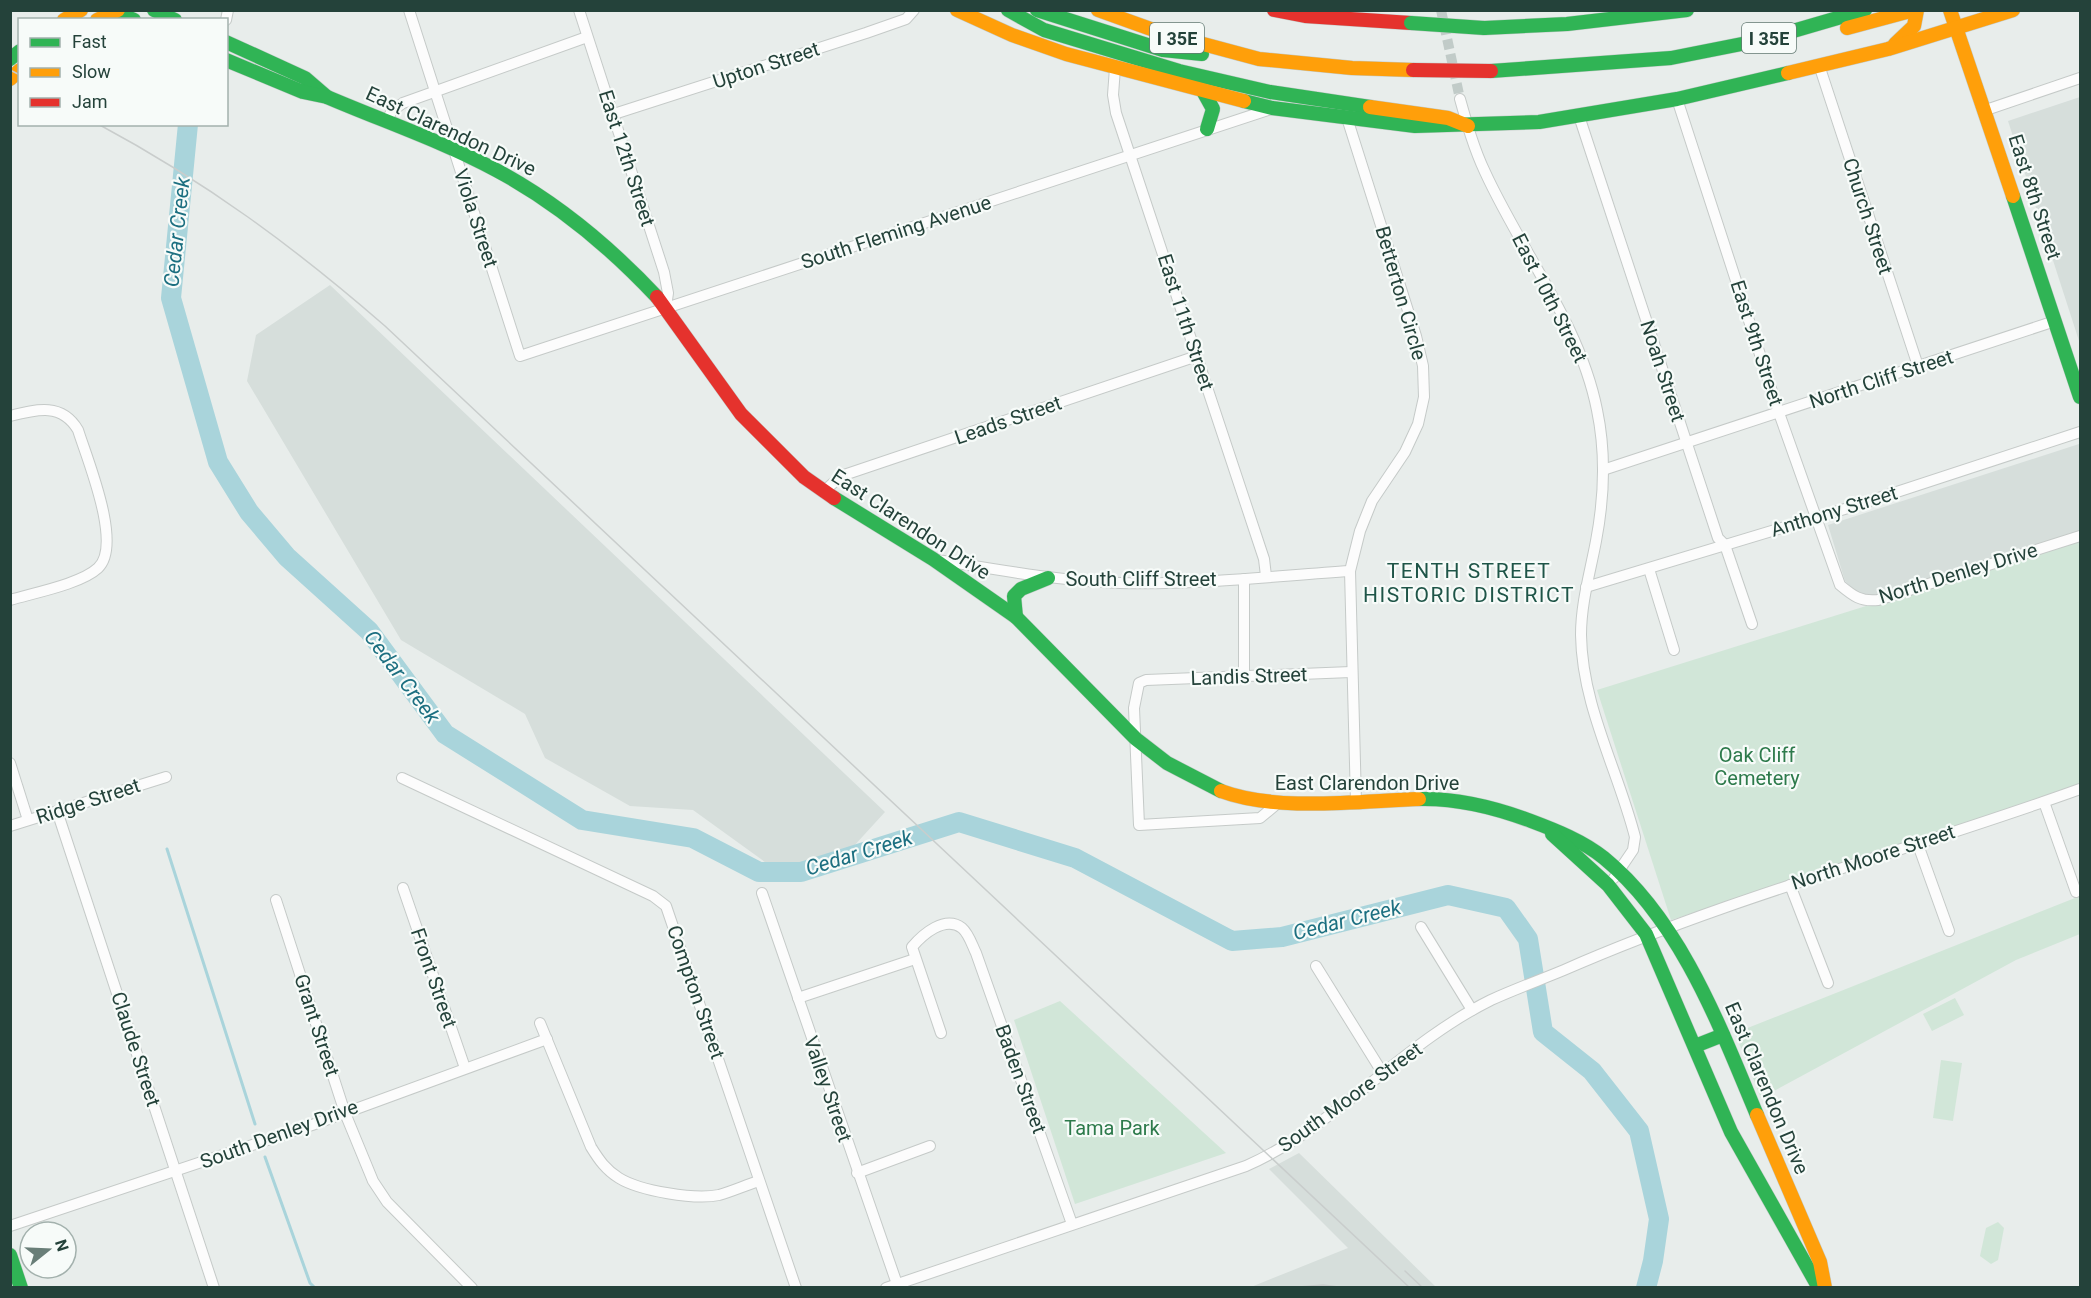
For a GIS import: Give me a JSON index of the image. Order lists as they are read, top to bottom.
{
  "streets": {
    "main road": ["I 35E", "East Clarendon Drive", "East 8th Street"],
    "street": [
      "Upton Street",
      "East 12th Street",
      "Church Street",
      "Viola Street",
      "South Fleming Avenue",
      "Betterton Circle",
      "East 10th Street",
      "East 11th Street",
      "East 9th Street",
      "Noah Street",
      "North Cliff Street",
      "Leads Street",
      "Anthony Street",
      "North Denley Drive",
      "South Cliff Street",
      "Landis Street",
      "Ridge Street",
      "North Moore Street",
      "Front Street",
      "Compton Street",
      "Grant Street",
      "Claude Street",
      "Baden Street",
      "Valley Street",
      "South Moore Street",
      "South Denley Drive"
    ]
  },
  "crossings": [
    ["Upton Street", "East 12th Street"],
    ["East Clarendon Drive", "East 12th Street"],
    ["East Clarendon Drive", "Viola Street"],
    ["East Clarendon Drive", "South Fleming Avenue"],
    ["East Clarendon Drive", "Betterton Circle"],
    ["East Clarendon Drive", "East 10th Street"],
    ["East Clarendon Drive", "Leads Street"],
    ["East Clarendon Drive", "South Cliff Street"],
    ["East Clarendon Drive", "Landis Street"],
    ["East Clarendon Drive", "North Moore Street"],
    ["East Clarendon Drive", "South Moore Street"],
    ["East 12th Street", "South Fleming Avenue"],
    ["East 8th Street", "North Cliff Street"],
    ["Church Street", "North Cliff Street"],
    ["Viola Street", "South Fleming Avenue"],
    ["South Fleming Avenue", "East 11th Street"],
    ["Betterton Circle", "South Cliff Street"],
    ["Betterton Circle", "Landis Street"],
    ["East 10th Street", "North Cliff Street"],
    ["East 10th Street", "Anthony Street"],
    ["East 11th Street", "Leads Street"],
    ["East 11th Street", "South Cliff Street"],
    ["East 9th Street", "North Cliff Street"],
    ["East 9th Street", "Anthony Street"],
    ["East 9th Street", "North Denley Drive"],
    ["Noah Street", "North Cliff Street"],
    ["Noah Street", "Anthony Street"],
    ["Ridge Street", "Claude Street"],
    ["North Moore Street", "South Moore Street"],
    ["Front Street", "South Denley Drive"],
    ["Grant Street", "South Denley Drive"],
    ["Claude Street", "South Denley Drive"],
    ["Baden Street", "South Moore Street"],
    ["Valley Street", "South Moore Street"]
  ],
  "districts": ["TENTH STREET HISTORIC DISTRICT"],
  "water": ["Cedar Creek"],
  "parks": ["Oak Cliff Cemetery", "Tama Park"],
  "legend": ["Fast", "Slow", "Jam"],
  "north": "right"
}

* Assignment *
Give back all the material exactly, with no pictures.

* Result of the exercise *
For a GIS import: Give me a JSON index of the image. Order lists as they are read, top to bottom.
{
  "streets": {
    "main road": ["I 35E", "East Clarendon Drive", "East 8th Street"],
    "street": [
      "Upton Street",
      "East 12th Street",
      "Church Street",
      "Viola Street",
      "South Fleming Avenue",
      "Betterton Circle",
      "East 10th Street",
      "East 11th Street",
      "East 9th Street",
      "Noah Street",
      "North Cliff Street",
      "Leads Street",
      "Anthony Street",
      "North Denley Drive",
      "South Cliff Street",
      "Landis Street",
      "Ridge Street",
      "North Moore Street",
      "Front Street",
      "Compton Street",
      "Grant Street",
      "Claude Street",
      "Baden Street",
      "Valley Street",
      "South Moore Street",
      "South Denley Drive"
    ]
  },
  "crossings": [
    ["Upton Street", "East 12th Street"],
    ["East Clarendon Drive", "East 12th Street"],
    ["East Clarendon Drive", "Viola Street"],
    ["East Clarendon Drive", "South Fleming Avenue"],
    ["East Clarendon Drive", "Betterton Circle"],
    ["East Clarendon Drive", "East 10th Street"],
    ["East Clarendon Drive", "Leads Street"],
    ["East Clarendon Drive", "South Cliff Street"],
    ["East Clarendon Drive", "Landis Street"],
    ["East Clarendon Drive", "North Moore Street"],
    ["East Clarendon Drive", "South Moore Street"],
    ["East 12th Street", "South Fleming Avenue"],
    ["East 8th Street", "North Cliff Street"],
    ["Church Street", "North Cliff Street"],
    ["Viola Street", "South Fleming Avenue"],
    ["South Fleming Avenue", "East 11th Street"],
    ["Betterton Circle", "South Cliff Street"],
    ["Betterton Circle", "Landis Street"],
    ["East 10th Street", "North Cliff Street"],
    ["East 10th Street", "Anthony Street"],
    ["East 11th Street", "Leads Street"],
    ["East 11th Street", "South Cliff Street"],
    ["East 9th Street", "North Cliff Street"],
    ["East 9th Street", "Anthony Street"],
    ["East 9th Street", "North Denley Drive"],
    ["Noah Street", "North Cliff Street"],
    ["Noah Street", "Anthony Street"],
    ["Ridge Street", "Claude Street"],
    ["North Moore Street", "South Moore Street"],
    ["Front Street", "South Denley Drive"],
    ["Grant Street", "South Denley Drive"],
    ["Claude Street", "South Denley Drive"],
    ["Baden Street", "South Moore Street"],
    ["Valley Street", "South Moore Street"]
  ],
  "districts": ["TENTH STREET HISTORIC DISTRICT"],
  "water": ["Cedar Creek"],
  "parks": ["Oak Cliff Cemetery", "Tama Park"],
  "legend": ["Fast", "Slow", "Jam"],
  "north": "right"
}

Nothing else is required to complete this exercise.